PAD is a major unmet medical need affecting approximately 8 to 10 million patients in the U.S. IC is a significant subset of the PAD population and is characterized by pain in the lower legs while in motion that resolves upon rest. Critical limb ischemia (CLI) is the advanced form of PAD, and is associated with poor clinical outcomes and increased morbidity. An important goal of medical intervention is to attempt to prevent the progression of patients from IC to CLI. This clinical study builds on the strong data showing increased blood flow and improved clinical status from Cytomedix's previous Phase 1/2 study of ALD-301 in CLI published last year ("A Randomized, Controlled Study of Autologous Therapy with Bone Marrow-Derived Aldehyde Dehydrogenase Bright Cells in Patients with Critical Limb Ischemia" Catheterization and Cardiovascular Interventions 2011). In the PACE study, ALD-301 will be delivered in the same manner, via direct, intramuscular injection in a grid pattern of the affected lower limb. Cytomedix will be responsible for manufacturing ALD-301 for the clinical trial and will have certain rights to data generated during the trial.

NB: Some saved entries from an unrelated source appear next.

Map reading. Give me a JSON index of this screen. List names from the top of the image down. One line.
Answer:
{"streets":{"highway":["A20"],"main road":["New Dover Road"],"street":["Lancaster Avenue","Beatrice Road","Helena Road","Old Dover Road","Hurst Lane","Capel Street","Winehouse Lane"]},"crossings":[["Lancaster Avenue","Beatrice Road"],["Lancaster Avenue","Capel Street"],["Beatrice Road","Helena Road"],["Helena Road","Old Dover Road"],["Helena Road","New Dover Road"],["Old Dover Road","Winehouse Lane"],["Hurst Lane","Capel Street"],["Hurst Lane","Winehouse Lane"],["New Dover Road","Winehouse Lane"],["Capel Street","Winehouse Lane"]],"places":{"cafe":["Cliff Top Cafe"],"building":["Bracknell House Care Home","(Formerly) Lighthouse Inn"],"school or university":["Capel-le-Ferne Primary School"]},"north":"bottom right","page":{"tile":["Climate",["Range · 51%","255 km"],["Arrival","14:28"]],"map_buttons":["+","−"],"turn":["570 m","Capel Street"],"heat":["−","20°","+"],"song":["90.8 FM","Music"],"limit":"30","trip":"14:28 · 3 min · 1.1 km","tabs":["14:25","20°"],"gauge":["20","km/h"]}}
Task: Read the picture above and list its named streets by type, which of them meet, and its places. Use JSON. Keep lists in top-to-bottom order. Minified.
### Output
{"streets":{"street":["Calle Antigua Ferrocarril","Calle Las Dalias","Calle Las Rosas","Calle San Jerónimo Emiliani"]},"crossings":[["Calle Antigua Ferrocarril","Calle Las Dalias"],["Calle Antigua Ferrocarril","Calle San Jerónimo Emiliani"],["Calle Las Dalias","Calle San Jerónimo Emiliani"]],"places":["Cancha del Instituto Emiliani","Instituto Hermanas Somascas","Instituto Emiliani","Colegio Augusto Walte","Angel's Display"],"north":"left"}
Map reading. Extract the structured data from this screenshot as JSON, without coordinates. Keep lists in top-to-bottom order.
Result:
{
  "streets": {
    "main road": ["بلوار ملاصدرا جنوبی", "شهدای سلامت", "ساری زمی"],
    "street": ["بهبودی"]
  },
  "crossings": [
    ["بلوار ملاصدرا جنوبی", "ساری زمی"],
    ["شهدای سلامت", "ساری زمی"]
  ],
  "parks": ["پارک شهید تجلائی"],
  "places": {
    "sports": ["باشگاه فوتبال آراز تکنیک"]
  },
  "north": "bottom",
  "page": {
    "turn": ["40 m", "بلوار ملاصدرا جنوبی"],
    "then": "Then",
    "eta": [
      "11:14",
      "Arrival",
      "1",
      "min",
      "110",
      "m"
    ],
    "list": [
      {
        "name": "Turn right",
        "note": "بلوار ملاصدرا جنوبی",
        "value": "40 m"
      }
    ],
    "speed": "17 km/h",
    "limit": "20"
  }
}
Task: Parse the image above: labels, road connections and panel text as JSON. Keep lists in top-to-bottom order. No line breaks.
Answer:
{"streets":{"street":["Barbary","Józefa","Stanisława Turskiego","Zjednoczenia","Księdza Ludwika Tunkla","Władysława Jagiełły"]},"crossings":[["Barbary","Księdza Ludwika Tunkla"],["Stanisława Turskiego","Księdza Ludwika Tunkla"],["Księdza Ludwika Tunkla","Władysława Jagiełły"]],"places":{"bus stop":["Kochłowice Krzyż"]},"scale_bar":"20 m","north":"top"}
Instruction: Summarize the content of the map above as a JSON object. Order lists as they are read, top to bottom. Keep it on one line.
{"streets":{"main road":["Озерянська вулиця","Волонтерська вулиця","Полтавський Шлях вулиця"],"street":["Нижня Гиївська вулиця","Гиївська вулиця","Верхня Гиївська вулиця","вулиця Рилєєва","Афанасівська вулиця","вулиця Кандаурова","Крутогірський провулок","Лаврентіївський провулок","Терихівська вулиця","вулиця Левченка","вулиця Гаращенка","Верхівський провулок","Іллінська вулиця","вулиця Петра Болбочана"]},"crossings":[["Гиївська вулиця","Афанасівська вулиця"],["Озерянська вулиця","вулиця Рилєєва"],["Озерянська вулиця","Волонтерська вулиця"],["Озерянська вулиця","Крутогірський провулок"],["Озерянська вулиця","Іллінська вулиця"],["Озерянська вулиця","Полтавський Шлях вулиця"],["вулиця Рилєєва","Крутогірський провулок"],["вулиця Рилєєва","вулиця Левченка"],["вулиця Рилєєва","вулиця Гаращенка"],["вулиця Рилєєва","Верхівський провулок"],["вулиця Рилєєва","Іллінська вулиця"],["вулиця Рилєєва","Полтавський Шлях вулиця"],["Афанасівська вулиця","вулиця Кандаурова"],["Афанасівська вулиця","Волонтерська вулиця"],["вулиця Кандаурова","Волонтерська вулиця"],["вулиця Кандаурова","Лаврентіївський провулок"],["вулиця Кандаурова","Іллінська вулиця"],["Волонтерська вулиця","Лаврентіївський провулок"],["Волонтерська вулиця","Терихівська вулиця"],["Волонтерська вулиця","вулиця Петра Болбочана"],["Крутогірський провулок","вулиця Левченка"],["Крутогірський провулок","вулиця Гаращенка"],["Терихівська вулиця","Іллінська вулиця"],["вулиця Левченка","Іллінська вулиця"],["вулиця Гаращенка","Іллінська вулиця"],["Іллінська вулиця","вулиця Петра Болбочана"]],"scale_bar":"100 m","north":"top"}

About ALD-301/ALDH Bright Cells
ALD-301 is a population of autologous pluripotent stem cells isolated from the patients' bone marrow using Cytomedix' proprietary Bright Cell technology. These adult stem cells express high levels of the enzyme ALDH, an indicator of biological activity in heterogeneous early stage stem cells. Preclinical research suggests that ALD-301 may promote the repair of ischemic tissue damage by producing signaling molecules that are involved in cell recruitment, cell adhesion, and angiogenesis.